Le goût lui revenait en bouche. Sucré, sucré et toujours un tout petit peu amer.

— Puis on s’asseyait devant le feu avec Abel. Il faisait toujours froid le jour de nos anniversaires. Parfois même, il neigeait. On croquait dans les beignets, c’était mou et chaud, ça nous collait aux doigts. Ça nous réchauffait le cœur et le ventre, tous les trois blottis sous la courtepointe de mariage de maman…

— Pas d’père ? avait indiscrètement demandé Moea.

— Nenni. C’était un marin, toujours parti en mer. Il envoyait un petit pécule à ma mère de temps à autres… Puis un jour, il a arrêté. De toute façon, ma mère se débrouillait seule bien avant son mariage. Elle vivait de ses broderies, elle n’avait de cesse de manier l’aiguille.

— Comme c’est curieux, cette tradition de préparer des beignets pour votre anniversaire, avait observé Ana. Chez moi, l’on préparait des galettes aux fruits avec du sirop de violettes.

— Pour ma part, mère concevait une génoise qu’elle coupait en deux et dans laquelle elle glissait des fruits confits et de la crème à la vanille.

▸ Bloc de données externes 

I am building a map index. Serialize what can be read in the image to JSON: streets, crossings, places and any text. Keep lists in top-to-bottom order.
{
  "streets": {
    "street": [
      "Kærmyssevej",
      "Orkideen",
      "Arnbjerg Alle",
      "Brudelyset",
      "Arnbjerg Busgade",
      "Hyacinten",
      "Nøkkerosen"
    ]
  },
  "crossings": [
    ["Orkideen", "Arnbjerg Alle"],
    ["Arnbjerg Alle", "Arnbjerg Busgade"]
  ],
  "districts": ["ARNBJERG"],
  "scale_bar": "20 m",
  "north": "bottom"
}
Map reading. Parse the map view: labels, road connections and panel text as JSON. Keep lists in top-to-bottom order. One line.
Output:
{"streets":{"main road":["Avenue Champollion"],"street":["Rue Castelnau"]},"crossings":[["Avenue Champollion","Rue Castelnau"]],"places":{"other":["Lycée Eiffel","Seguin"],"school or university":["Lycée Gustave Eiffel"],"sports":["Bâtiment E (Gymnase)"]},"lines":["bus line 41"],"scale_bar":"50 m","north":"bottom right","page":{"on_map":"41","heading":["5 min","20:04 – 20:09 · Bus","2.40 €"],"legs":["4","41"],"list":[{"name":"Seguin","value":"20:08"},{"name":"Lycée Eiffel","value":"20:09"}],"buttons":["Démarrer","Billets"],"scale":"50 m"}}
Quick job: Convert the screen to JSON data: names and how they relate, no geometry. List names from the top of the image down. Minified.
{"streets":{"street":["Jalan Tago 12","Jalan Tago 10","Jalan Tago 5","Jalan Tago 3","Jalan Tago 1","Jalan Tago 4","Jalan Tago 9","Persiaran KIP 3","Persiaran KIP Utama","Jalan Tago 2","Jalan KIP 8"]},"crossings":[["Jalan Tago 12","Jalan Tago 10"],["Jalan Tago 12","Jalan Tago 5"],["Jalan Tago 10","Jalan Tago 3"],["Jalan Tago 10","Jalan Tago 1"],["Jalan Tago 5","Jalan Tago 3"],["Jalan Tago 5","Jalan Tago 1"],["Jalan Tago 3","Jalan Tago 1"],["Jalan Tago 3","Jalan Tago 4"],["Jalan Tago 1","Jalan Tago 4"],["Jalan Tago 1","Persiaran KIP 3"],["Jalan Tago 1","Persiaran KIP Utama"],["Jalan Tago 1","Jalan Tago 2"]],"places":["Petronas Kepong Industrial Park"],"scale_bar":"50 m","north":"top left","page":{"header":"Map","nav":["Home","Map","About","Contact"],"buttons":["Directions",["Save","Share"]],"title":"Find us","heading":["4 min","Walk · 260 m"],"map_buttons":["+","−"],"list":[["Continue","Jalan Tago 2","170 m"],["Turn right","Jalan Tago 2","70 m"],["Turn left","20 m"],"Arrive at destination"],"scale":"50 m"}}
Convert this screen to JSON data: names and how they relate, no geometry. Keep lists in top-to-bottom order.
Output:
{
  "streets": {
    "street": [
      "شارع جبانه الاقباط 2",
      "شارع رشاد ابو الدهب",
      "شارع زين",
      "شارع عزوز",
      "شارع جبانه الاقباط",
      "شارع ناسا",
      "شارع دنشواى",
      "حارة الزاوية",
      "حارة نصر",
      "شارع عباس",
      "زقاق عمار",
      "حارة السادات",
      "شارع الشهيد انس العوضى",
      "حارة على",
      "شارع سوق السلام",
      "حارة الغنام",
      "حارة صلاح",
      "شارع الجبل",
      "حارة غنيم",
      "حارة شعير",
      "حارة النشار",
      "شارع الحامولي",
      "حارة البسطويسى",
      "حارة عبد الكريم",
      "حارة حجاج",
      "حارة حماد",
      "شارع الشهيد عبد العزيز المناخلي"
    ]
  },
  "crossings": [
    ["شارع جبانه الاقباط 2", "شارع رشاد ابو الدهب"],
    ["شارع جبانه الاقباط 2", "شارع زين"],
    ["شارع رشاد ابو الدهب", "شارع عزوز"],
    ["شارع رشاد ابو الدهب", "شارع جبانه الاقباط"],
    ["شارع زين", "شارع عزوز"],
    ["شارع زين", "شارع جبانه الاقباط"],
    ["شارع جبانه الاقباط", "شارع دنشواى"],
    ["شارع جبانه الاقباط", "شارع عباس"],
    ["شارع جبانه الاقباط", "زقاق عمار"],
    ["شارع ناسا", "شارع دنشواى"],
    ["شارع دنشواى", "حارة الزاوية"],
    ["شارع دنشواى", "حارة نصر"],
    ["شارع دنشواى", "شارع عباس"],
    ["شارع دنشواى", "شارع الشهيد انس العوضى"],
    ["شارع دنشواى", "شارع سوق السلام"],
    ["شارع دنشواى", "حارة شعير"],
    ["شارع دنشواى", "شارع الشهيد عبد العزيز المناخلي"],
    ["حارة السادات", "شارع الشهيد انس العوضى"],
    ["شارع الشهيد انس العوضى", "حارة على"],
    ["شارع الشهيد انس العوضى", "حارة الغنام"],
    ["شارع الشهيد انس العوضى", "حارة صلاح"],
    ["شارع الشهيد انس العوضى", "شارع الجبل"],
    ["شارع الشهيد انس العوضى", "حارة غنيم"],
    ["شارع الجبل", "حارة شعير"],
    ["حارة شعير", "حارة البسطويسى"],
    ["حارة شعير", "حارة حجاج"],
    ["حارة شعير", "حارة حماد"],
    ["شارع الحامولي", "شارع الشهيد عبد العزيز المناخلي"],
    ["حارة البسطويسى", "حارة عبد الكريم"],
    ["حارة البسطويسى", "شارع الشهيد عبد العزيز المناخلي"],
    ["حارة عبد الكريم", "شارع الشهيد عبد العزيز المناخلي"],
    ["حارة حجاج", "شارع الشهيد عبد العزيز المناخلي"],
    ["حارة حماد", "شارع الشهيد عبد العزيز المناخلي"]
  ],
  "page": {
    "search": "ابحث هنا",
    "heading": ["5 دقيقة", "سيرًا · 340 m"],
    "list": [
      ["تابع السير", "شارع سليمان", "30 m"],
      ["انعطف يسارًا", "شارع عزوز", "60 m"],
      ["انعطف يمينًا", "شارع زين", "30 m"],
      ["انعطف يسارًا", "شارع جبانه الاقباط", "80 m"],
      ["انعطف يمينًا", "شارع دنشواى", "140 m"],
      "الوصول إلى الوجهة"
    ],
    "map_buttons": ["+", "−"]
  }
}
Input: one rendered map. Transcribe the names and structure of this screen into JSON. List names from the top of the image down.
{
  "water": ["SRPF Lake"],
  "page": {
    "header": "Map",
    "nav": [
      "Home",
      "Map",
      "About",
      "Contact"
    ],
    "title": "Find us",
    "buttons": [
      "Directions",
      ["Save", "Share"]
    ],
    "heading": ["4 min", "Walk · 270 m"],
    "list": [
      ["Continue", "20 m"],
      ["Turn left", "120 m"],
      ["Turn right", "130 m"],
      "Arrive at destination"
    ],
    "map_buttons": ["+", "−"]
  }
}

— Aya ! De vrais mets de princesse ! Z’avez rien à envier à not’reine, chuis bin sûre qu’elle a jamais mangé d’aussi bonnes choses !

— Et vous, Moea ?

— Moi…

Moea s’était rembrunie un fragment de seconde, reprise aussitôt.

Elle, elle n’avait plus fêté son anniversaire depuis longtemps. Elle savait quand, dans l’année, il se situait mais c’était un jour comme un autre. Elle n’avait que de vagues réminiscences de petites fêtes quand elle était enfant.

— J’me souviens point, avait-elle lâché. J’suis partie très tôt d’chez ma mère pour aller travailler à Skeftea.

— Si vous ne voulez point vous étendre sur le sujet…, avait emphatiquement avancé Linnea.

— Nan, ça va « Lili » -et la prêtresse avait recraché de surprise le tabac qu’elle fumait- ! J’vais m’en sortir.

Elle s’était adossée à son ballot, porté le goulot de sa gourde à sa bouche. L’amertume ne se dissipait pas. Elle avait avalé une nouvelle gorgée de vin. Toujours pas.